There are some existence proof for the dark matter theories like Distance measurements and their relation to redshift, which suggest the universe has expanded more in the last half of its life, The theoretical need for a type of additional energy that is not matter or dark matter to form the observationally flat universe (absence of any detectable global curvature),Measures of large-scale wave-patterns of mass density in the universe. Since then, these observations have been corroborated by several independent sources. Measurements of the cosmic microwave background, gravitational lensing, and the large-scale structure of the cosmos, as well as improved measurements of supernovae, have been consistent with the Lambda-CDM model. Some people argue that the only indications for the existence of dark energy are observations of distance measurements and their associated redshifts. Cosmic microwave background anisotropies and baryon acoustic oscillations serve only to demonstrate that distances to a given redshift are larger than would be expected from a "dusty" Friedmann–Lemaître universe and the local measured Hubble constant.

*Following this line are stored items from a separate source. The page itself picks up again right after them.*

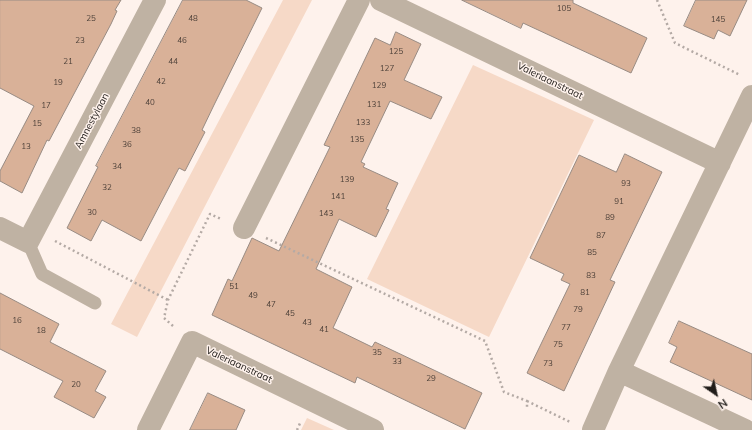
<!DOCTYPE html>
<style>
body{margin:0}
#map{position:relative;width:752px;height:430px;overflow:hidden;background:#fef2ec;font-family:Mulish,sans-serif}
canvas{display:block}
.north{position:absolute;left:696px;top:374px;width:40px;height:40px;-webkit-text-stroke:3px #fef2ec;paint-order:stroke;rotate:146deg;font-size:11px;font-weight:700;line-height:16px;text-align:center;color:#211d1a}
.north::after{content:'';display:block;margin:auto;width:14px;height:18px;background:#211d1a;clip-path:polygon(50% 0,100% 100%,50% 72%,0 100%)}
</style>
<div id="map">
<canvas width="752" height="430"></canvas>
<div class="north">N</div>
</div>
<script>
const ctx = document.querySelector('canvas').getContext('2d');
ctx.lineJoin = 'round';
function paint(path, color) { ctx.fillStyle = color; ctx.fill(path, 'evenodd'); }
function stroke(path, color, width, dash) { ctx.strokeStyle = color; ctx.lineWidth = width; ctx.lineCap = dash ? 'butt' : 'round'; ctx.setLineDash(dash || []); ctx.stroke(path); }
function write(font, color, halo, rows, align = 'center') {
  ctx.font = font + ' Mulish,sans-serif'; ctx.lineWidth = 3; ctx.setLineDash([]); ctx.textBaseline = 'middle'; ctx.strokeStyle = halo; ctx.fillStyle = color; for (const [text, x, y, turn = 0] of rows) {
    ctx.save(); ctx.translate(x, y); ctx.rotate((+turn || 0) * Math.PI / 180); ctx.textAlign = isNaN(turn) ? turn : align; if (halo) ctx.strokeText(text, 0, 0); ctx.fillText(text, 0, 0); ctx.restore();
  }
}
const green = new Path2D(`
 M 283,0 L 312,0 L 137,337 L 111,324 Z
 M 473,65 L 594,120 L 489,337 L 367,279 Z
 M 307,418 L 334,430 L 301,430 Z`);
const building = new Path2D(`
 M 0,0 L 121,0 L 115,10 L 117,11 L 111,24 L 49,141 L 47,140 L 22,193 L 0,181 L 0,171 L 34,106 L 0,88 Z
 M 183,0 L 246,0 L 262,8 L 214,105 L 202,130 L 205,132 L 185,171 L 179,168 L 141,241 L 102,220 L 91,241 L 67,228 L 98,167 L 96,166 Z
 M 462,0 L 573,0 L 573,3 L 647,38 L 631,73 L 523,23 L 521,28 Z
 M 696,0 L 747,0 L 730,36 L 718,30 L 714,39 L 684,26 Z
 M 396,32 L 421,44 L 404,80 L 442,97 L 431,119 L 390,101 L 361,162 L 365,164 L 363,167 L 398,183 L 386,209 L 389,210 L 376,237 L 339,219 L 316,269 L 352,287 L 333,328 L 372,347 L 375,342 L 482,393 L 465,429 L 357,377 L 355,383 L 212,315 L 228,279 L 232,281 L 252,238 L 279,251 L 330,147 L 324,145 L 375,38 L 390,45 Z
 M 625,154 L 662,172 L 610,280 L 615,282 L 564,391 L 527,373 L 570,284 L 561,280 L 564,274 L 530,258 L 579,155 L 616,172 Z
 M 0,293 L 59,324 L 50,342 L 106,371 L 95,391 L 106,397 L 94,418 L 54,397 L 63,381 L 0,349 Z
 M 679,321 L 752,354 L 752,400 L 670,362 L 677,347 L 669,343 Z
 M 208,393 L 245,410 L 236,430 L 190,430 Z`);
const path = new Path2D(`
 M 657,0 L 675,43 L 740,75
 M 266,238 L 485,341 L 504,392 L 527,401 L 527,407
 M 55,241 L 168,300
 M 173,326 L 164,318 L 168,300 L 210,214 L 221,219
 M 527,401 L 570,422
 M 297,430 L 301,421`);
const service = new Path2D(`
 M 28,242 L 42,274 L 95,303`);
const minor = new Path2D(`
 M 381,0 L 720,163
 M 0,228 L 28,242 L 155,0
 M 244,228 L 359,0
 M 619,371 L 745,430
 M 148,430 L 192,342 L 373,430
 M 593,430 L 619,371 L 752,96`);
const numberNames = [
 ["105",564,9],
 ["25",91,19],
 ["48",193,19],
 ["145",718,20],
 ["23",80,41],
 ["46",182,41],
 ["125",396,52],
 ["21",68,62],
 ["44",173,62],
 ["127",387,69],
 ["42",161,82],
 ["19",58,83],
 ["129",379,86],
 ["40",150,103],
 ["131",374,105],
 ["17",46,106],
 ["133",363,123],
 ["15",37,124],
 ["38",136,131],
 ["135",357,140],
 ["36",127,145],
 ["13",26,147],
 ["34",117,167],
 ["139",347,180],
 ["93",626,184],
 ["32",107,188],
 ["141",338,197],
 ["91",619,202],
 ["30",92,213],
 ["143",326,214],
 ["89",610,218],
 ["87",601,236],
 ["85",592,253],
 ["83",591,276],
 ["51",234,287],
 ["81",585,293],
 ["49",253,296],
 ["47",271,305],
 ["79",578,310],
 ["45",290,314],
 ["16",17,321],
 ["43",307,323],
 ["77",566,328],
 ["41",324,330],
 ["18",41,331],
 ["75",558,345],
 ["35",377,353],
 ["33",397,362],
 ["73",548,364],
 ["29",431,379],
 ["20",76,385]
];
const streetNames = [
 ["Valeriaanstraat",550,81,26],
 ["Amnestylaan",92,121,-62],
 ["Valeriaanstraat",239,365,25]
];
paint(green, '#f6d9c7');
paint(building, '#d9b198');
stroke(building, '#988b83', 1);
stroke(path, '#b4aaa5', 2.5, [2, 3]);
stroke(service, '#bfb2a3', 13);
stroke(minor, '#bfb2a3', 22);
write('8px', '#4f423a', null, numberNames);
write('10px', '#211d1a', '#fef2ec', streetNames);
</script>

Supernovae are useful for cosmology because they are excellent standard candles across cosmological distances. They allow researchers to measure the expansion history of the universe by looking at the relationship between the distance to an object and its redshift, which gives how fast it is receding from us. The relationship is roughly linear, according to Hubble's law. It is relatively easy to measure redshift, but finding the distance to an object is more difficult. Usually, astronomers use standard candles: objects for which the intrinsic brightness, or absolute magnitude, is known. This allows the object's distance to be measured from its actual observed brightness, or apparent magnitude. Type I supernovae are the best-known standard candles across cosmological distances because of their extreme and consistent luminosity.